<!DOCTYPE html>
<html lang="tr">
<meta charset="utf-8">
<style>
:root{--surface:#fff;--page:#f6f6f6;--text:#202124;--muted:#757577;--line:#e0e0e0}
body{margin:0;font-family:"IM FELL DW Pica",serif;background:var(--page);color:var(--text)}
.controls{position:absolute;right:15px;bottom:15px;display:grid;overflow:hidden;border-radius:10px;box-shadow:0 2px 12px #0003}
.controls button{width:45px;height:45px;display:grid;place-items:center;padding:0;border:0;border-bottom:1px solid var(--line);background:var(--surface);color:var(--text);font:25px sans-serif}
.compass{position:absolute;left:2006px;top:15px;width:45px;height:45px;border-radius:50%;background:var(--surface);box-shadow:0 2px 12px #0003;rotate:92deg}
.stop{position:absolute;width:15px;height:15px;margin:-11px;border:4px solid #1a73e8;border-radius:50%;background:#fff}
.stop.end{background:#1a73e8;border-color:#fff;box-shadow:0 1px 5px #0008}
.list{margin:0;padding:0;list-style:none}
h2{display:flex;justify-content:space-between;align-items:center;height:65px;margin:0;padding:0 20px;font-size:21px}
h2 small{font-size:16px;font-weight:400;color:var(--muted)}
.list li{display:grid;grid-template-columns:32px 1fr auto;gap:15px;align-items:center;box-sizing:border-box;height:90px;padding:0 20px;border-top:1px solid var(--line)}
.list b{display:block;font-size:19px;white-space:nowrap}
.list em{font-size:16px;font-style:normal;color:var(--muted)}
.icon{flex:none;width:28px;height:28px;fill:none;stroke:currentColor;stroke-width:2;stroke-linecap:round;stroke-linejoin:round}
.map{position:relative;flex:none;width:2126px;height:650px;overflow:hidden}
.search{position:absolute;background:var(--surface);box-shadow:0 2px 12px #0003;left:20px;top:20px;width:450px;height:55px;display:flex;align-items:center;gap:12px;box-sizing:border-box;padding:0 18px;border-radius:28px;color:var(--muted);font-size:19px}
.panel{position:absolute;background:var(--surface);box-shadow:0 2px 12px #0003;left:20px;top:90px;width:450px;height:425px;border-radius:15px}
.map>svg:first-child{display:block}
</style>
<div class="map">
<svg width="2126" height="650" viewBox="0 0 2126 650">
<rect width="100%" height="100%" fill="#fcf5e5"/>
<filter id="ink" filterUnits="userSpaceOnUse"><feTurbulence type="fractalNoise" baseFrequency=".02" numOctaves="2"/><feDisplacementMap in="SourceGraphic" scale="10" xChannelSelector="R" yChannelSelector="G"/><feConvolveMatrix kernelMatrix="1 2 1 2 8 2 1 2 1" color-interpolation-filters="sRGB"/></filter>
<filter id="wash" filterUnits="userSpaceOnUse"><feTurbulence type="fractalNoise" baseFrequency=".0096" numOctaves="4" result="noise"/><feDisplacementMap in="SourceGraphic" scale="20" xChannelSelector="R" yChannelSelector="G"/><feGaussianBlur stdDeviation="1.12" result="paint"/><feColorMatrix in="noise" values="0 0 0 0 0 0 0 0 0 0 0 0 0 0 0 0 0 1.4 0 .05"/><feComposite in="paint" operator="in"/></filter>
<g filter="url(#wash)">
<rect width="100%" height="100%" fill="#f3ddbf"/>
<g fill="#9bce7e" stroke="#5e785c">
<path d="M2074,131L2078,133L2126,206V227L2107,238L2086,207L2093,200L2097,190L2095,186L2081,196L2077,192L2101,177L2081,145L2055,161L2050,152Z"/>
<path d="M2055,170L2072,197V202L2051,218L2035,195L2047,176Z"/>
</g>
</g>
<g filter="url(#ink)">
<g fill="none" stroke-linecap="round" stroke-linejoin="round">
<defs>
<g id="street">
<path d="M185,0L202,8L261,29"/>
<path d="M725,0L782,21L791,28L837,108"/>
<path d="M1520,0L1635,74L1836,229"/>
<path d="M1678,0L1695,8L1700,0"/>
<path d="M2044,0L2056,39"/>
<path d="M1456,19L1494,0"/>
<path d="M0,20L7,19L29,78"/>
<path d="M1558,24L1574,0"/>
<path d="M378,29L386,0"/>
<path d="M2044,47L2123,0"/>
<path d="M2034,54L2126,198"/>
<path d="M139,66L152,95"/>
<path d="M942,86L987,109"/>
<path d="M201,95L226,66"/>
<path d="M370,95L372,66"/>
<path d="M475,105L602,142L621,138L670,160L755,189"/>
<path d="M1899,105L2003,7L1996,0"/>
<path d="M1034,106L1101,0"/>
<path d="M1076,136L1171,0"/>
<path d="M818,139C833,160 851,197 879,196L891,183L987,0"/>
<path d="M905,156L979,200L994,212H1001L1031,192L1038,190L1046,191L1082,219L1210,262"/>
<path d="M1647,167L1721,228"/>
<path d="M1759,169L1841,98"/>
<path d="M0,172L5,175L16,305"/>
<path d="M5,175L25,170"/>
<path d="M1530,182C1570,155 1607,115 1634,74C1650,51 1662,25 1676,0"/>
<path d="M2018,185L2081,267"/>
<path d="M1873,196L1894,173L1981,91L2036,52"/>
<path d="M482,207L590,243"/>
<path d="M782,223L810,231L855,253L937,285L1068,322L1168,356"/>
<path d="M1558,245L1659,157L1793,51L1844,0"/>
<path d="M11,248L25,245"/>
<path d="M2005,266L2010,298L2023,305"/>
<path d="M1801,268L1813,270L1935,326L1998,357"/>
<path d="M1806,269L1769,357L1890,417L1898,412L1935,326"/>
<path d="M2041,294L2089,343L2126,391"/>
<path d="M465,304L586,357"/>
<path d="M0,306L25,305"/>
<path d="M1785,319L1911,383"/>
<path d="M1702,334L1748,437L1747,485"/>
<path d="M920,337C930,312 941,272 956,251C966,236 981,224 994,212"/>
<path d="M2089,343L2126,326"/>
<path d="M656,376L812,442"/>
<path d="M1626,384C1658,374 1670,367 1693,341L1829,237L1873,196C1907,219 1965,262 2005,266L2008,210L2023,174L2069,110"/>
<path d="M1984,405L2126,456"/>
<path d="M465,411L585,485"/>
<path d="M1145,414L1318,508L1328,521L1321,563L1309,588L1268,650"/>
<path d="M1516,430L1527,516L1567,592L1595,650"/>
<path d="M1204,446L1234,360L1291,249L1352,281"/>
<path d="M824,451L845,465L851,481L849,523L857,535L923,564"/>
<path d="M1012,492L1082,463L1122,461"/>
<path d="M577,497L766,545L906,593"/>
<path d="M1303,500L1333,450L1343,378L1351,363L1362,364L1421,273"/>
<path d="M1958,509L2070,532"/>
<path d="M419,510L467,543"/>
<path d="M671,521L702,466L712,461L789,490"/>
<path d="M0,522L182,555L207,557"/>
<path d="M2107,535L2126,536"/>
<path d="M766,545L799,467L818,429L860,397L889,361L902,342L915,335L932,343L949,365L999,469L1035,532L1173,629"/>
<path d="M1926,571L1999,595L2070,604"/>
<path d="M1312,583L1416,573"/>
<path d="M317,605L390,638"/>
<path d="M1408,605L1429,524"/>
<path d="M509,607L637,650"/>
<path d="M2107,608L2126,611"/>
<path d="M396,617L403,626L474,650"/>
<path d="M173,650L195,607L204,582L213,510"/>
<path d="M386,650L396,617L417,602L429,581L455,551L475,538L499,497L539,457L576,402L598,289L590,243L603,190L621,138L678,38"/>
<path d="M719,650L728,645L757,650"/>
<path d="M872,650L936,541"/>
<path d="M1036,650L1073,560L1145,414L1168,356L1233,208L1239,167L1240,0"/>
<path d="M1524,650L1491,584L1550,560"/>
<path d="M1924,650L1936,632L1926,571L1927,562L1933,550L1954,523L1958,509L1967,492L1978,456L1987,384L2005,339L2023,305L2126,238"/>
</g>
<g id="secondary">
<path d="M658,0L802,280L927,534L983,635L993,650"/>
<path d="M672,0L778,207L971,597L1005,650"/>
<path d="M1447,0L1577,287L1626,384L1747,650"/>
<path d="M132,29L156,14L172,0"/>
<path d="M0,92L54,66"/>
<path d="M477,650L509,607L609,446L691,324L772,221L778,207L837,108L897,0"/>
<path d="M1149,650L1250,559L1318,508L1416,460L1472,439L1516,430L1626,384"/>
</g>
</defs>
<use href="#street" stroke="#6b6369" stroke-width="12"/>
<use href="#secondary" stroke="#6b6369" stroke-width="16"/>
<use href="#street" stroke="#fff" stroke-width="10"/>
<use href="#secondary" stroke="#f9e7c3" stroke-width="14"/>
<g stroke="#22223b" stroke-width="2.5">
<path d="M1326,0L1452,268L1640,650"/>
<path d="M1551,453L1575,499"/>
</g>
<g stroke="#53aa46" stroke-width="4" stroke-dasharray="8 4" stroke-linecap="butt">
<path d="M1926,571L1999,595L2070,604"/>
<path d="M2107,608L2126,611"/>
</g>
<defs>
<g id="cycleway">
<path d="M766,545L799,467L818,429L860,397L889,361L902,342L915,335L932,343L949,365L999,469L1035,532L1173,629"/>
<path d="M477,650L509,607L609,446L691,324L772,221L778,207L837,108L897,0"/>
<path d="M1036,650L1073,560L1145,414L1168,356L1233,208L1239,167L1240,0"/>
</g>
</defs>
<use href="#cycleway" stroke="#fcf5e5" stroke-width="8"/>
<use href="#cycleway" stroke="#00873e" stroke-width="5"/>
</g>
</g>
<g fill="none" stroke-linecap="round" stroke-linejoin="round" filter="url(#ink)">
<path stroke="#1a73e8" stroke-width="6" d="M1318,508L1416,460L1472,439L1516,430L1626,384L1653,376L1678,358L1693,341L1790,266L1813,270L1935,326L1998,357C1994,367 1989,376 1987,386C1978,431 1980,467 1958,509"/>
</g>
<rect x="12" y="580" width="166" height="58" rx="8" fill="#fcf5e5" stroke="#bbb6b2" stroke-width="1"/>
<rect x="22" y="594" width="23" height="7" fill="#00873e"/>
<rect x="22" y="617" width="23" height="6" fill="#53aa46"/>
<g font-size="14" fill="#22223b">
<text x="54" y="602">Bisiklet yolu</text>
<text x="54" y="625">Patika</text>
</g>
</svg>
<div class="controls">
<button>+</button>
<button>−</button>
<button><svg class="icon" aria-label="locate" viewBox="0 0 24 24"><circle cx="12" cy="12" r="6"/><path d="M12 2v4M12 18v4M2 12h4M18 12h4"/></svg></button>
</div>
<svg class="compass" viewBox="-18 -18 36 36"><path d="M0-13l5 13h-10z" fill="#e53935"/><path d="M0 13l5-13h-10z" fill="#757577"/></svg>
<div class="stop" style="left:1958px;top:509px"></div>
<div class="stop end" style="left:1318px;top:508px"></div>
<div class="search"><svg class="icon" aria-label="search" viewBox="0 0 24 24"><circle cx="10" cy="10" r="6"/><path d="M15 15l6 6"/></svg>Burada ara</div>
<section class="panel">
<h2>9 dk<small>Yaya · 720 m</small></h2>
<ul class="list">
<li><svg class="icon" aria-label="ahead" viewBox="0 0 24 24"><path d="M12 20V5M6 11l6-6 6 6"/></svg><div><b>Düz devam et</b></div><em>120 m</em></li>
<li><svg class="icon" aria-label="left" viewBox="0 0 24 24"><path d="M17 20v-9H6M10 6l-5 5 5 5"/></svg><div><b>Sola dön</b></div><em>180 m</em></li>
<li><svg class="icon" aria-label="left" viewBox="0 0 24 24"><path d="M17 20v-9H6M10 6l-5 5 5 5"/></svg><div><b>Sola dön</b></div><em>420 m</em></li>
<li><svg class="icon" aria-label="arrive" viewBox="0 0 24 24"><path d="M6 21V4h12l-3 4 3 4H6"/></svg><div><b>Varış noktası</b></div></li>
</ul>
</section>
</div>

______

Scan the data above for the string "compass" and copy each line where it appears.

◆ Response to this exercise:
.compass{position:absolute;left:2006px;top:15px;width:45px;height:45px;border-radius:50%;background:var(--surface);box-shadow:0 2px 12px #0003;rotate:92deg}
<svg class="compass" viewBox="-18 -18 36 36"><path d="M0-13l5 13h-10z" fill="#e53935"/><path d="M0 13l5-13h-10z" fill="#757577"/></svg>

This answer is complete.